One in four Latinos have heard of the term Latinx and only 3% use it, according to a 2020 study from the Pew Research Center.
“I hate the term Latinx. It doesn’t define us well at all,” said Veronica Cool, head of Cool & Associates LLC, a management consulting firm that connects organizations to the Hispanic community.
Cool said she prefers the term Latina or a derivation tied to her nationality. In her case, that is Dominican.
“I understand the intended neutrality of the Latinx term, but I appreciate the language, traditions and custom more. Perhaps hate is too strong a word, but the beauty of the Spanish language feels trampled — maybe with more exposure and finesse we can consider Latine,” Cool said.
Simonee Lopez, 29, uses Latinx and Latina interchangeably.
“I go by Latinx because its gender-neutral and provides inclusivity,” said the Highlandtown resident. “I do use Latina interchangeably in certain spaces. The Spanish language is very gendered and it makes sense to have gender neutral terms like Latinx and Latine.”
There is one term that Lopez won’t use.
“I don’t identify with Hispanic, since it means someone that speaks Spanish and it kind of takes away agency. The resistance I see from people in the Latinx community in using gender-neutral terms is interesting and shows how there is still much educating that needs to be done,” Lopez said. “I’ve seen many articles over the years say it’s a liberal, elitist, American term that is being forced onto people and it honestly isn’t.

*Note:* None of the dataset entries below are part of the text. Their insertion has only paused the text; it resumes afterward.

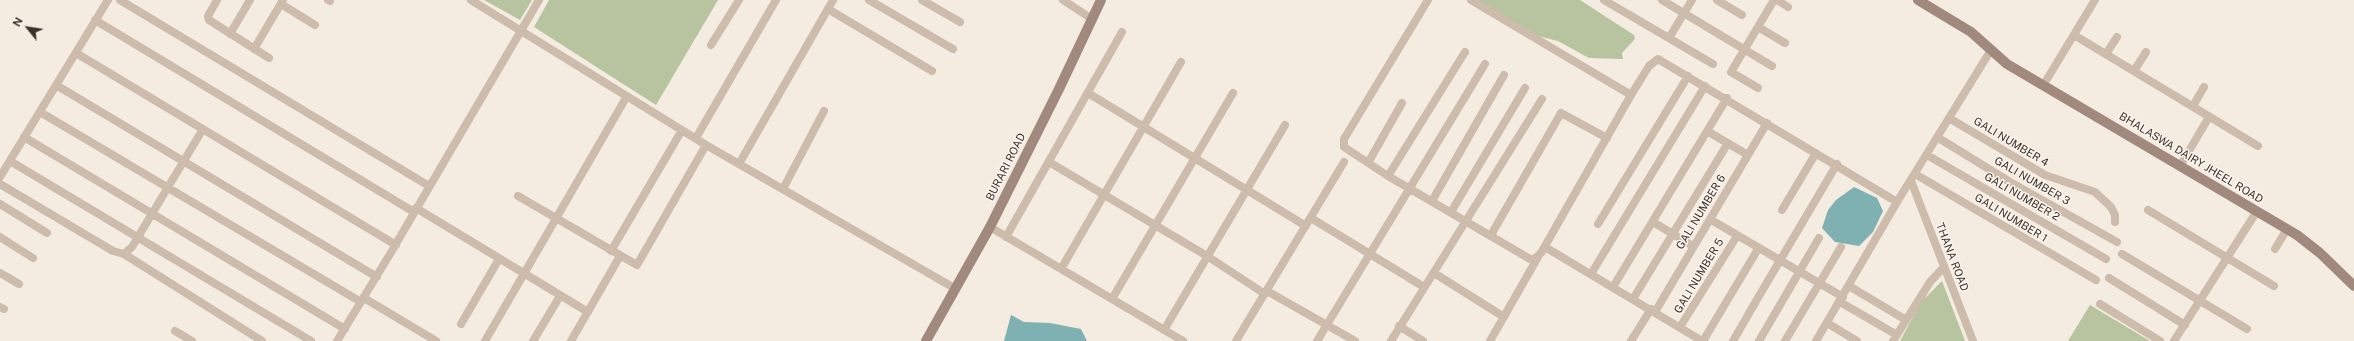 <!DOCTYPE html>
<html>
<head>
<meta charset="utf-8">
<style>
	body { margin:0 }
	#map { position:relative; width:2354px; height:341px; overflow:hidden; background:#f4ebe1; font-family:"Public Sans",sans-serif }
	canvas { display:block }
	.north { position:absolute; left:8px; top:8px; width:40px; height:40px; -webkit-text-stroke:3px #fbf5ee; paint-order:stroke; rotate:300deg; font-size:11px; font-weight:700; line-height:16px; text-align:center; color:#3b302b }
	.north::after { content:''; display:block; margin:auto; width:14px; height:18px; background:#3b302b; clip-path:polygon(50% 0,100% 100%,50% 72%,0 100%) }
</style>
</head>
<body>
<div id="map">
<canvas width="2354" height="341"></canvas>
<div class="north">N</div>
</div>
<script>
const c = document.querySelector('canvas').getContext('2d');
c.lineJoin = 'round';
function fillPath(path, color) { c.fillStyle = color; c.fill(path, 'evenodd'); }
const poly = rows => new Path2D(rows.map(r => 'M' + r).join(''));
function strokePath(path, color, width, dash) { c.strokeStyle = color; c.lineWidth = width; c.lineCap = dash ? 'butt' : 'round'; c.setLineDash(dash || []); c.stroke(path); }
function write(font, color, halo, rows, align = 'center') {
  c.font = font + ' "Public Sans",sans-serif'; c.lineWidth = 3; c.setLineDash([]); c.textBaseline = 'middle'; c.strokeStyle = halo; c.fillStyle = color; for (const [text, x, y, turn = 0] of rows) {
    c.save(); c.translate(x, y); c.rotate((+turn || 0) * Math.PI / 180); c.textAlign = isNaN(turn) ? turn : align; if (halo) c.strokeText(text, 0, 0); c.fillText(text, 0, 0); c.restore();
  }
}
fillPath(poly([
	[484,0,532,0,520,20],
	[549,0,718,0,656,105,534,27],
	[1478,0,1580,0,1634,35,1635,39,1622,53,1623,59,1589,58,1558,41,1538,36],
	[1942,281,1965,341,1900,341,1921,302],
	[2090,305,2150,341,2068,341]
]), '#b8c4a0');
fillPath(poly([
	[1854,187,1877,198,1883,211,1873,232,1859,246,1835,242,1822,228,1828,210,1836,200],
	[1011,315,1024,322,1050,323,1081,329,1087,341,1004,341]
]), '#7fb0b2');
strokePath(poly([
	[120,0,429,186],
	[217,0,208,16,209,20,269,58],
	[328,0,330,1],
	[471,0,706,145,956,289],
	[869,0,953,49],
	[922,0,960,22],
	[1063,0,1092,19],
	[1428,0,1344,139,1344,147,1388,176,1530,259,1534,259,1541,253,1631,95,1649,66,1658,59,1897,202],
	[1471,0,1631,95],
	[1604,0,1713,64],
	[1662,0,1772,66],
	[1717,0,1742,15],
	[1777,0,1788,7],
	[281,4,315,25],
	[828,9,932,71],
	[95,20,414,212],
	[1758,27,1785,43],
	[230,34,250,0],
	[2074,35,2258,146],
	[1669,38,1692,0],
	[711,45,739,0],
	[254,49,283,0],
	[76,53,396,245],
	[2106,54,2117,37],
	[2134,71,2146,52],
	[2044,84,2095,0],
	[56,85,377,277],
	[1758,88,1731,72,1774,0],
	[1088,93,1306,226],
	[2193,106,2204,87],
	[40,112,361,302],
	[1949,118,2045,175,2095,192,2111,207,2115,215,2115,222],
	[1707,131,1748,155],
	[24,137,345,329],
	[1937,137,2010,182,2117,242],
	[696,138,776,0],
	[1927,155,2106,259],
	[10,161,311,341],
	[1049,162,1207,256,1265,294],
	[1368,163,1402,103],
	[739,164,833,0],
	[2180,166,2209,117],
	[1915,174,2096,280],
	[1388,176,1465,52],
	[0,177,108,0],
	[1911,181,1973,341],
	[0,184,113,251,124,254,132,247,203,129],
	[783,189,824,111],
	[518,196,637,265,706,145],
	[1432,201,1504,75],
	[0,204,47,233],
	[416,208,588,312],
	[1782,210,1816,153],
	[2148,210,2274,286],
	[1451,212,1525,88],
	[1311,218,1424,287],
	[1713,221,1843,297],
	[1653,222,1693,246],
	[1598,224,1688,76],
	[990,227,1183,341],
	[1491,235,1561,113,1607,138],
	[0,237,33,258],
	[1006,237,1122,32],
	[1545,247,1702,341],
	[2275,249,2287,229],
	[611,251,682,130],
	[124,254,262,341],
	[2122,254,2247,329],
	[1061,269,1181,62],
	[0,273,19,284],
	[1434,273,1504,317],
	[1591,274,1705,86],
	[2109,278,2185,325],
	[1849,286,1906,320],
	[1613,287,1727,98],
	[1267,291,1355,341],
	[1759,296,1837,164],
	[364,298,436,341],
	[1112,299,1233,93],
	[1633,299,1728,143],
	[1840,302,1897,335],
	[2100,304,2160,341],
	[0,307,4,309],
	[1655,312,1767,123],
	[1827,323,1857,341],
	[461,324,499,259],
	[1399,326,1423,341],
	[1680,327,1737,236],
	[1164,330,1285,125],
	[175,331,192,341],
	[337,341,390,254,539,0],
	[485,341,627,96],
	[533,341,560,296],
	[571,341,620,256],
	[1236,341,1344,162],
	[1317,341,1485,64],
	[1391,341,1542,99],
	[1490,341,1538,257],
	[1631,341,1651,309],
	[1703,341,1758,249],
	[1733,341,1759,296],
	[1759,341,1819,238],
	[1785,341,1841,247],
	[1816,341,1897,202,1991,50],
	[1893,341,1930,282,1944,267],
	[2174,341,2257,211]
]), '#cdbbac', 8);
strokePath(poly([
	[1918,0,1971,32,2007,64,2297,235,2320,253,2354,286],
	[926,341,990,227,1059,89,1101,0]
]), '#a18a7d', 10);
write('11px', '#3b302b', '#fbf5ee', [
	["GALI NUMBER 4",2011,142,31],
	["BHALASWA DAIRY JHEEL ROAD",2191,158,31],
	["BURARI ROAD",1006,167,-63],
	["GALI NUMBER 3",2032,181,30],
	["GALI NUMBER 2",2022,197,30],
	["GALI NUMBER 6",1701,212,-59],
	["GALI NUMBER 1",2011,218,31],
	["THANA ROAD",1952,257,69],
	["GALI NUMBER 5",1699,276,-59]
]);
</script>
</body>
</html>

I definitely think being from a younger generation has shaped that view, but I know people my age who don’t feel the same way.”
The Afro Brazilian factor
When race is added to the equation, as is the case of Afro Brazilians who do not speak Spanish, the term Hispanic doesn’t apply.
Ariel Barbosa, a 24-year-old Mount Vernon resident who identifies as Afro Brazilian and white, prefers the term Afro Latina.
“Race is always in flux,” said the visual artist. “I love when they have the option of checking off more than one box: Black, Latino, Hispanic, white.”
Growing up in the United States, and not having an accurate term that described her, was difficult for Barbosa. In college, when she was the president of the Latino Student Alliance, she felt conflicted because she didn’t speak Spanish.
“I was always questioning whether I should be leading that community,” she recalled. “But I am Latina. I am Afro Latino. I am a part of that community.”
Latine and Latinx are relatively new terms that reflect a generational change in attitude that considers an inclusive language, according to Cotler. She added that the term Latine specifically comes from Argentina, where it has been used since 2019, when same-sex marriage was legalized in that country.
“Whereas Latinx is gender-neutral or nonbinary, Latine is a term mainly used in Latin America by Spanish speakers, and refers to a group of people with multiple genders or someone identifying as nonbinary, gender-fluid, and gender-nonconforming,” Cotler said.
Many of the younger people interviewed for this story immediately saw the benefits of using the term Latine as a way of better embracing a greater number of people in Latina America — regardless of gender, race and language.
It’s a reason why Ramos, who is Puerto Rican, said she began embracing it two years ago.
“I prefer that,” she said.
Barbosa, who said she was not familiar with the term until recently, has immediately gravitated toward it.
“With Brazilians ... our language ends with the a and the o,” she said. “I want to create the terms necessary to represent people who don’t have anything that resonates yet. Revolving terms around identity should accurately represent the way that people actual are. People have been existing but they have been identified by people who don’t know the right term. It’s time for our language to represent how people actually are by their own agency.”